Listed records »
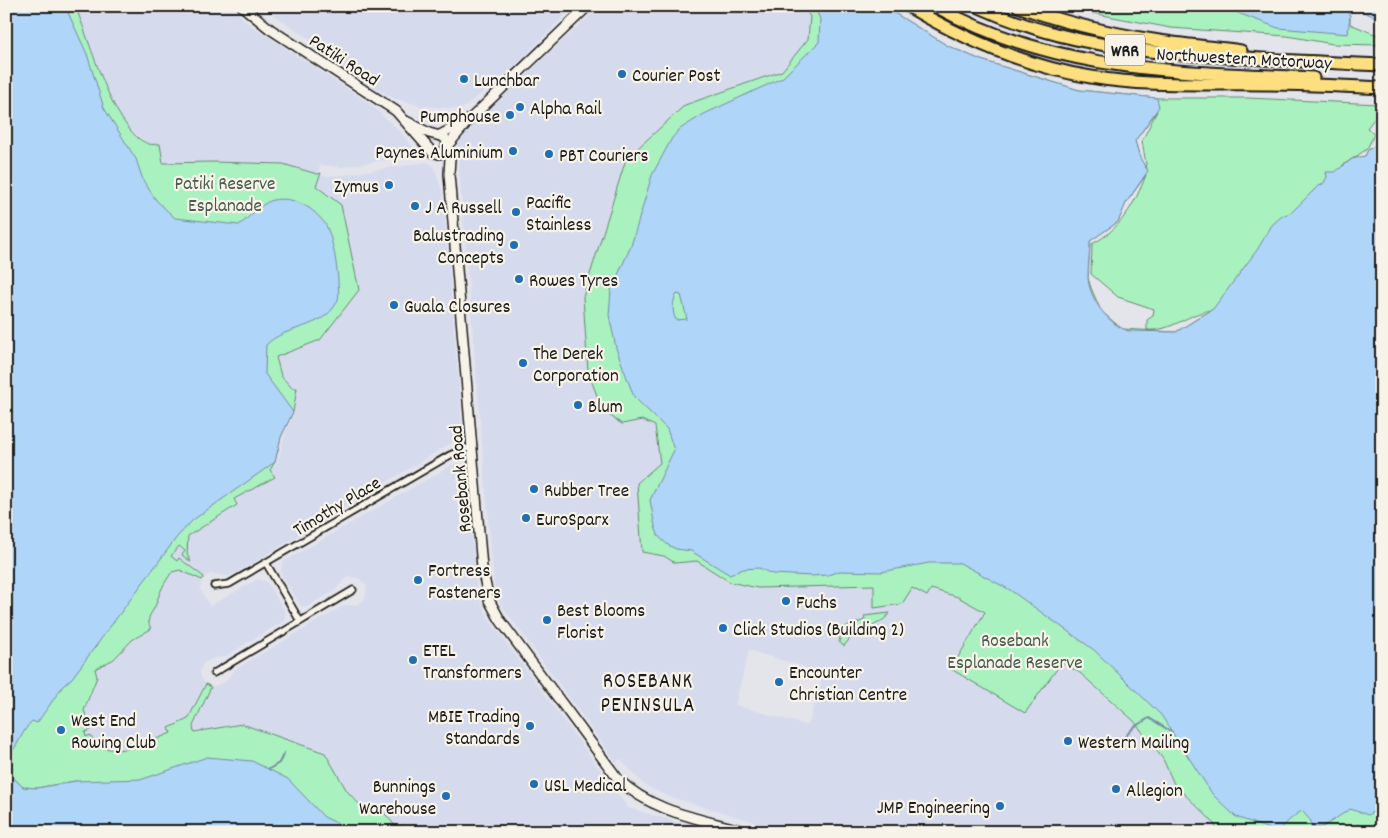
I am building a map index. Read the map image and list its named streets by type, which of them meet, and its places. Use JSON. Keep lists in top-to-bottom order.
{
  "streets": {
    "highway": ["WRR", "Northwestern Motorway"],
    "main road": ["Patiki Road", "Rosebank Road"],
    "street": ["Timothy Place"]
  },
  "crossings": [
    ["Patiki Road", "Rosebank Road"],
    ["Rosebank Road", "Timothy Place"]
  ],
  "districts": ["ROSEBANK PENINSULA"],
  "parks": ["Patiki Reserve Esplanade", "Rosebank Esplanade Reserve"],
  "places": [
    "Courier Post",
    "Lunchbar",
    "Alpha Rail",
    "Pumphouse",
    "Paynes Aluminium",
    "PBT Couriers",
    "Zymus",
    "J A Russell",
    "Pacific Stainless",
    "Balustrading Concepts",
    "Rowes Tyres",
    "Guala Closures",
    "The Derek Corporation",
    "Blum",
    "Rubber Tree",
    "EuroSparx",
    "Fortress Fasteners",
    "Fuchs",
    "Best Blooms Florist",
    "Click Studios (Building 2)",
    "ETEL Transformers",
    "Encounter Christian Centre",
    "MBIE Trading Standards",
    "West End Rowing Club",
    "Western Mailing",
    "USL Medical",
    "Allegion",
    "Bunnings Warehouse",
    "JMP Engineering"
  ]
}
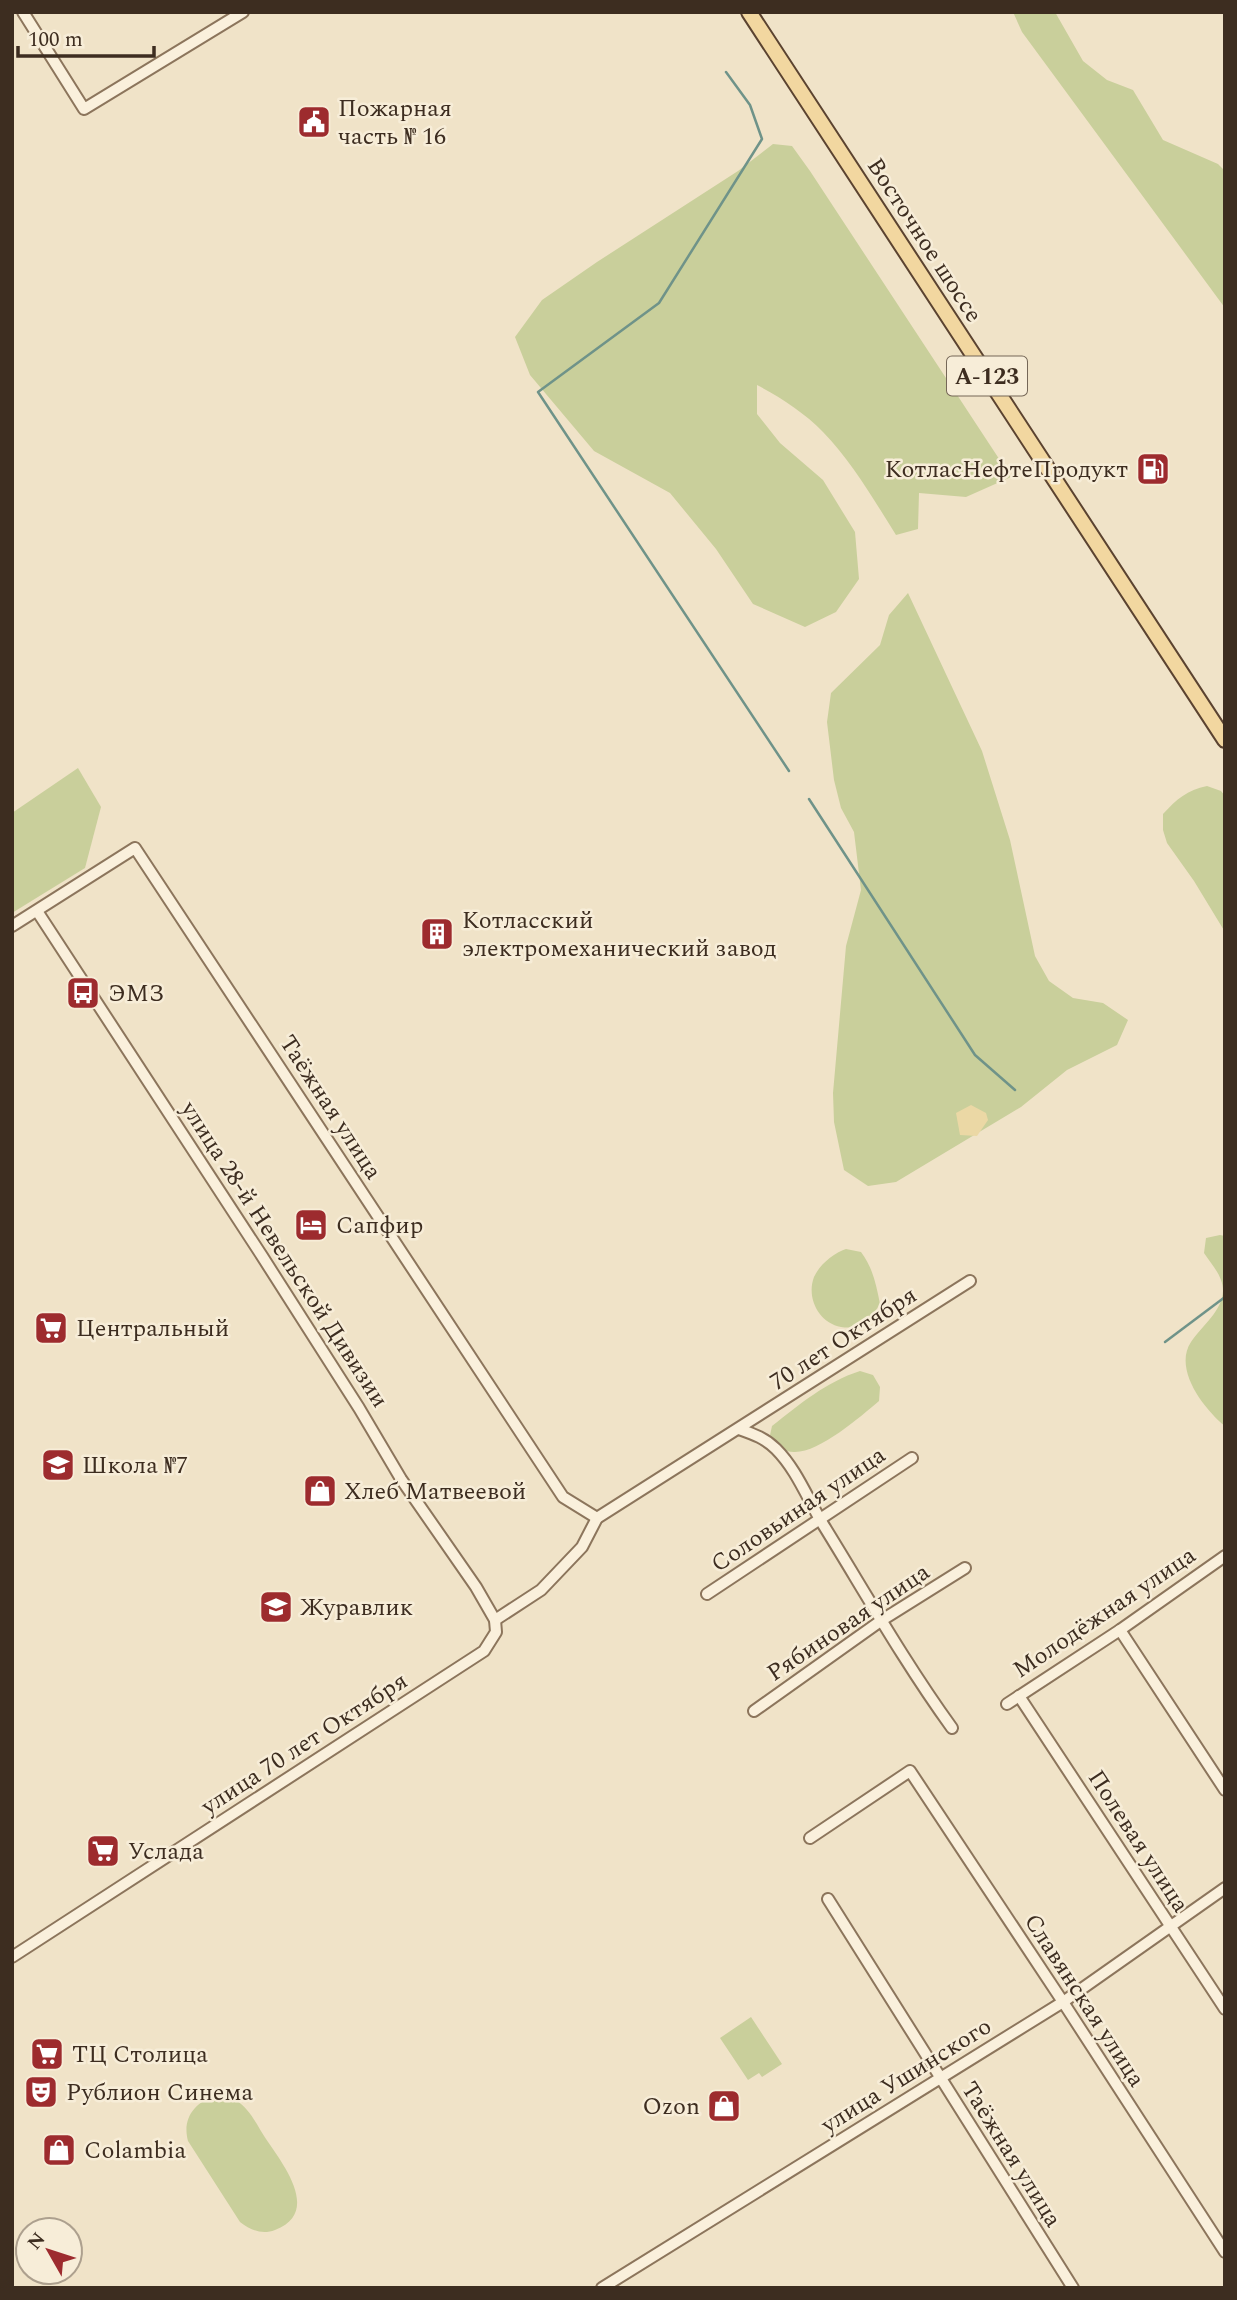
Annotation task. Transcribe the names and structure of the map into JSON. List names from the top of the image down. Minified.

Your task » Word for word, return the material above; the pictures stay out.

Exercise response »
I am building a map index. Read the map image and list its named streets by type, which of them meet, and its places. Use JSON. Keep lists in top-to-bottom order.
{
  "streets": {
    "highway": ["WRR", "Northwestern Motorway"],
    "main road": ["Patiki Road", "Rosebank Road"],
    "street": ["Timothy Place"]
  },
  "crossings": [
    ["Patiki Road", "Rosebank Road"],
    ["Rosebank Road", "Timothy Place"]
  ],
  "districts": ["ROSEBANK PENINSULA"],
  "parks": ["Patiki Reserve Esplanade", "Rosebank Esplanade Reserve"],
  "places": [
    "Courier Post",
    "Lunchbar",
    "Alpha Rail",
    "Pumphouse",
    "Paynes Aluminium",
    "PBT Couriers",
    "Zymus",
    "J A Russell",
    "Pacific Stainless",
    "Balustrading Concepts",
    "Rowes Tyres",
    "Guala Closures",
    "The Derek Corporation",
    "Blum",
    "Rubber Tree",
    "EuroSparx",
    "Fortress Fasteners",
    "Fuchs",
    "Best Blooms Florist",
    "Click Studios (Building 2)",
    "ETEL Transformers",
    "Encounter Christian Centre",
    "MBIE Trading Standards",
    "West End Rowing Club",
    "Western Mailing",
    "USL Medical",
    "Allegion",
    "Bunnings Warehouse",
    "JMP Engineering"
  ]
}
Annotation task. Transcribe the names and structure of the map into JSON. List names from the top of the image down. Minified.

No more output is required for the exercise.